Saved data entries
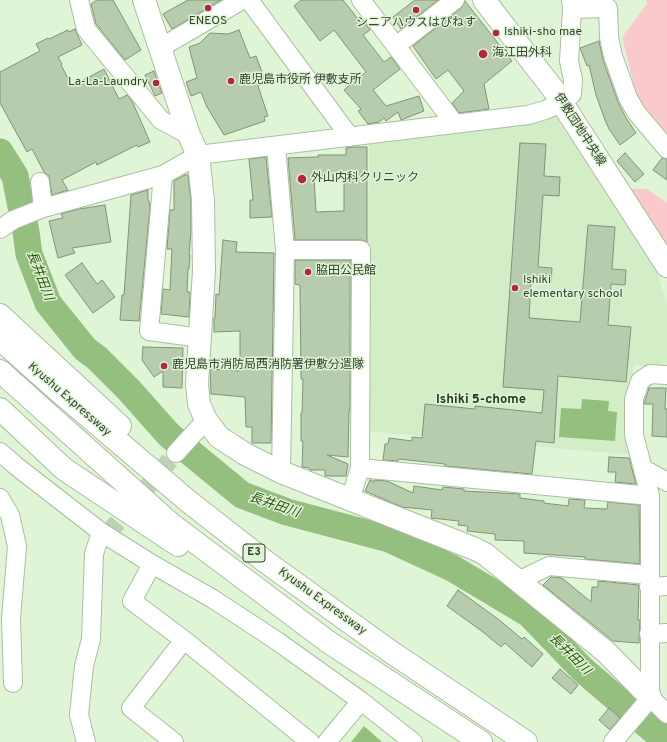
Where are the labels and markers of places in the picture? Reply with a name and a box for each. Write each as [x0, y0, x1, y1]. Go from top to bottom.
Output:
marker: ENEOS [203, 3, 213, 13]
marker: シニアハウスはぴねす [411, 5, 421, 15]
place label: ENEOS [189, 15, 227, 29]
place label: シニアハウスはぴねす [356, 17, 476, 31]
place label: Ishiki-sho mae [504, 26, 582, 40]
marker: Ishiki-sho mae [491, 28, 501, 38]
place label: 海江田外科 [492, 47, 552, 61]
marker: 海江田外科 [477, 48, 489, 60]
place label: 鹿児島市役所 伊敷支所 [239, 74, 362, 88]
place label: La-La-Laundry [68, 76, 148, 90]
marker: 鹿児島市役所 伊敷支所 [226, 76, 236, 86]
marker: La-La-Laundry [151, 78, 161, 88]
place label: 外山内科クリニック [311, 172, 419, 186]
marker: 外山内科クリニック [296, 173, 308, 185]
place label: 脇田公民館 [316, 265, 376, 279]
marker: 脇田公民館 [303, 267, 313, 277]
place label: Ishiki elementary school [523, 274, 623, 302]
marker: Ishiki elementary school [510, 283, 520, 293]
place label: 鹿児島市消防局西消防署伊敷分遣隊 [172, 359, 364, 373]
marker: 鹿児島市消防局西消防署伊敷分遣隊 [159, 361, 169, 371]

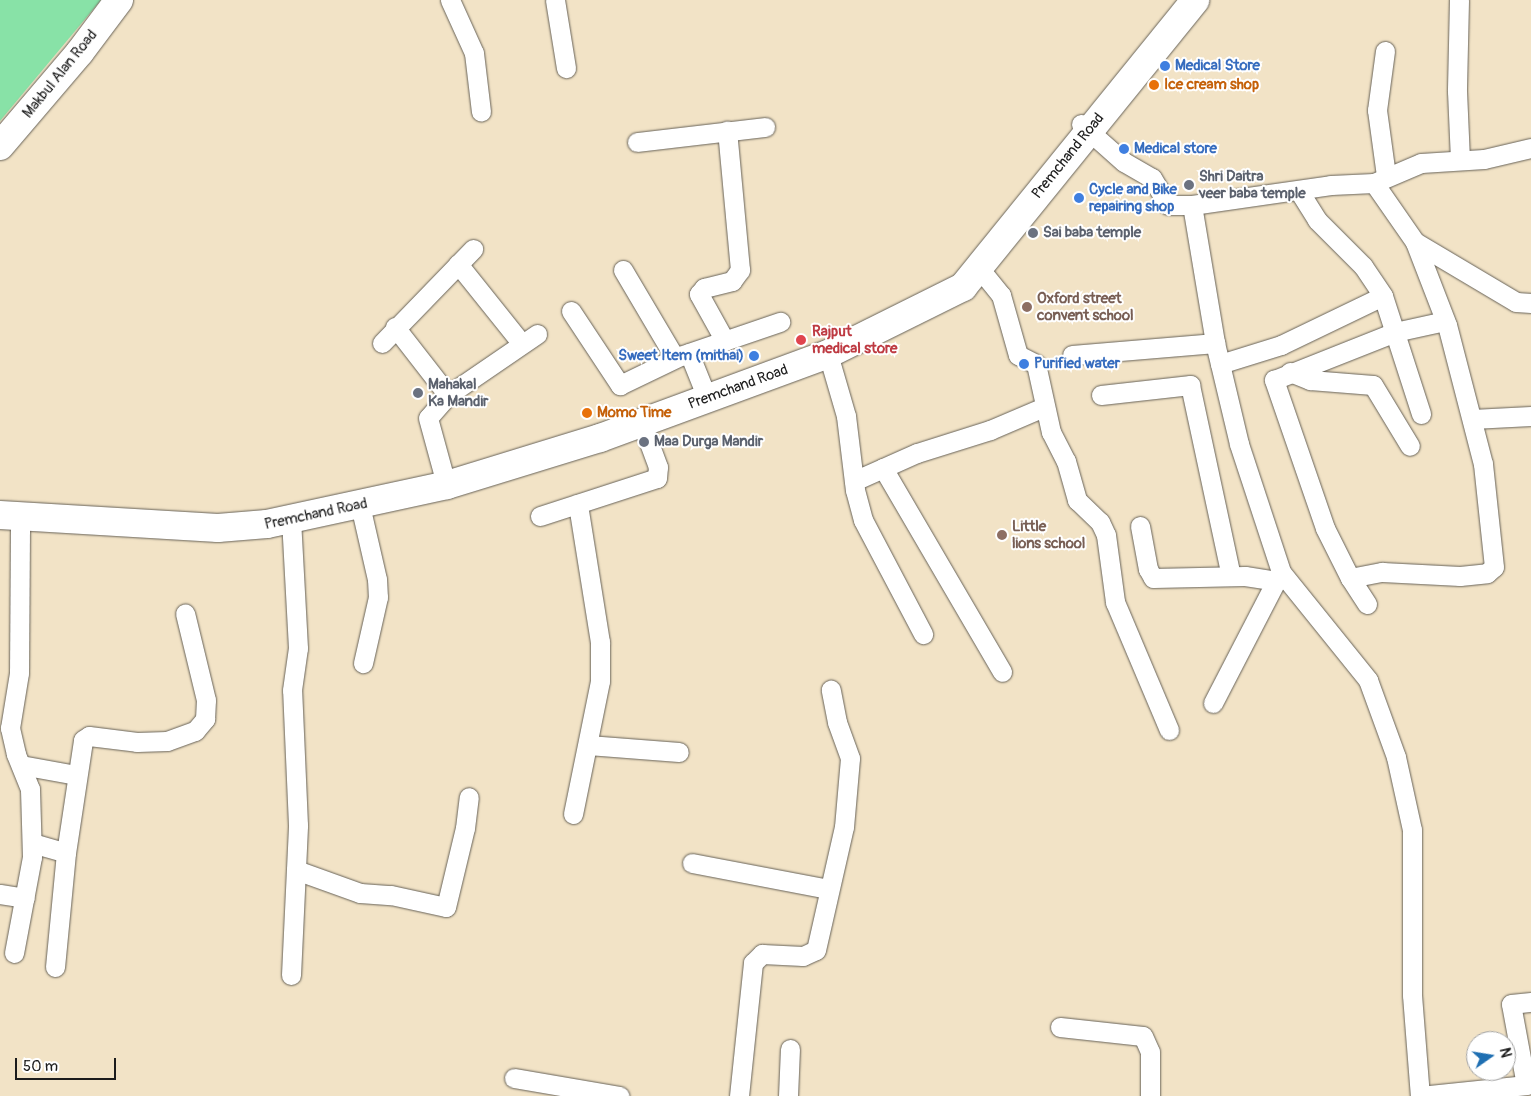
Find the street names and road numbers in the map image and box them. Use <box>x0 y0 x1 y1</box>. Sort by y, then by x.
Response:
street label: Makbul Alan Road <box>19 26 101 122</box>
street label: Premchand Road <box>1028 110 1108 202</box>
street label: Premchand Road <box>686 361 790 413</box>
street label: Premchand Road <box>263 494 369 534</box>

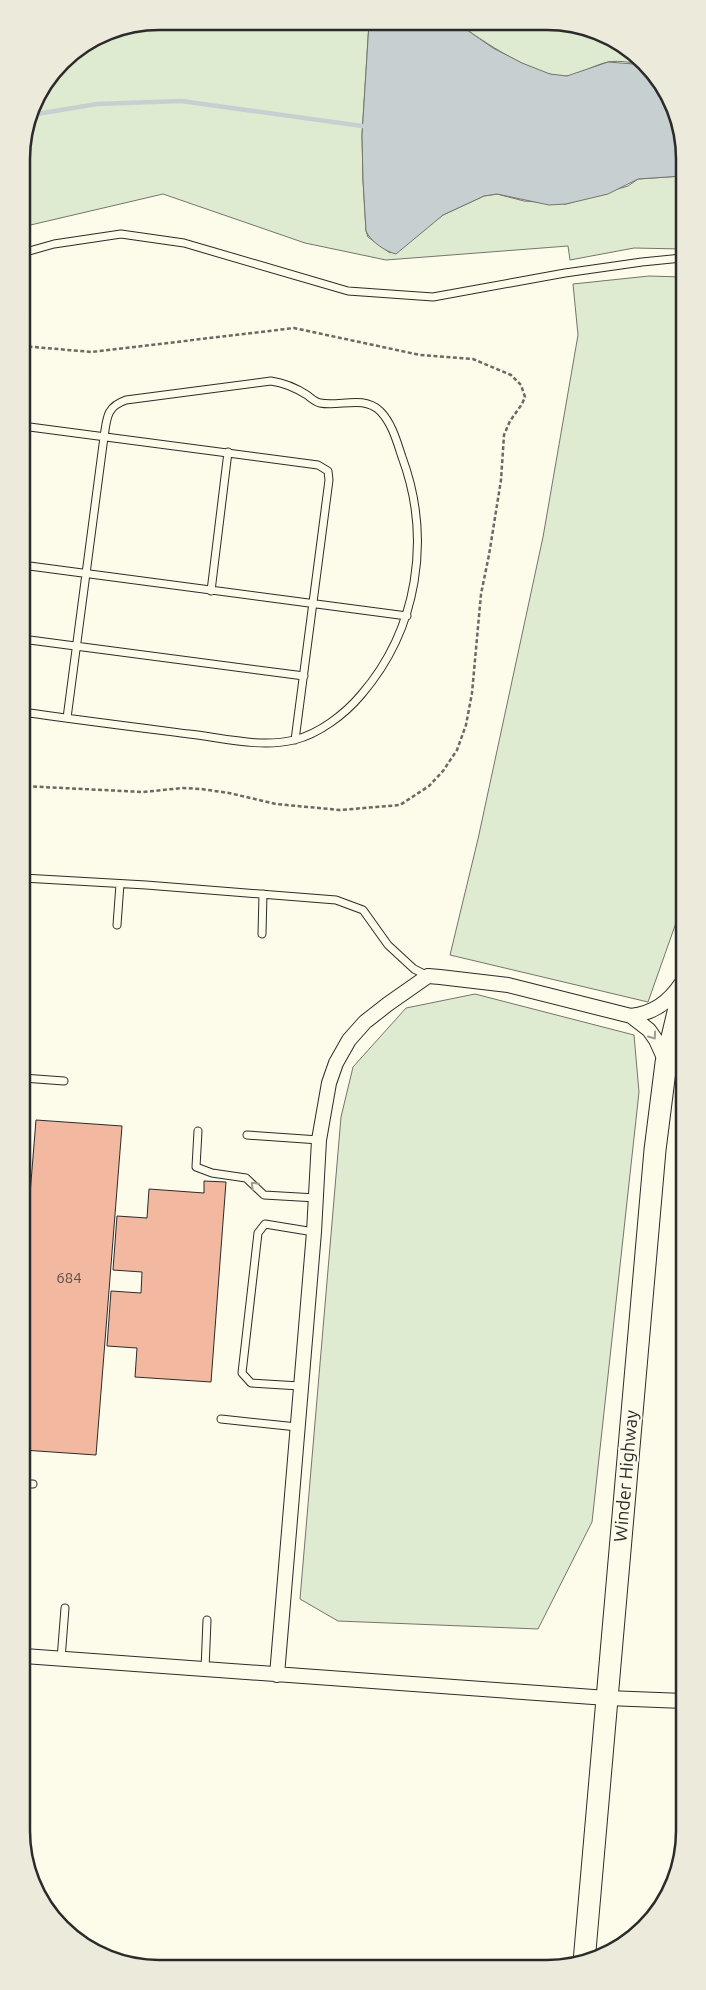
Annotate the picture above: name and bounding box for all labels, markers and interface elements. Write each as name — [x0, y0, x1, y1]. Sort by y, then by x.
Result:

▶ **WHAT THE EXERCISE ASKS**
Make a copy of each line in the records that has the word "labels".

▶ **SOLUTION FOR THIS TASK**
Where are the labels and markers of places in the picture? Reply with a name and a box for each. Write each as [x0, y0, x1, y1]. Go from top to bottom.
Annotate the picture above: name and bounding box for all labels, markers and interface elements. Write each as name — [x0, y0, x1, y1]. Sort by y, then by x.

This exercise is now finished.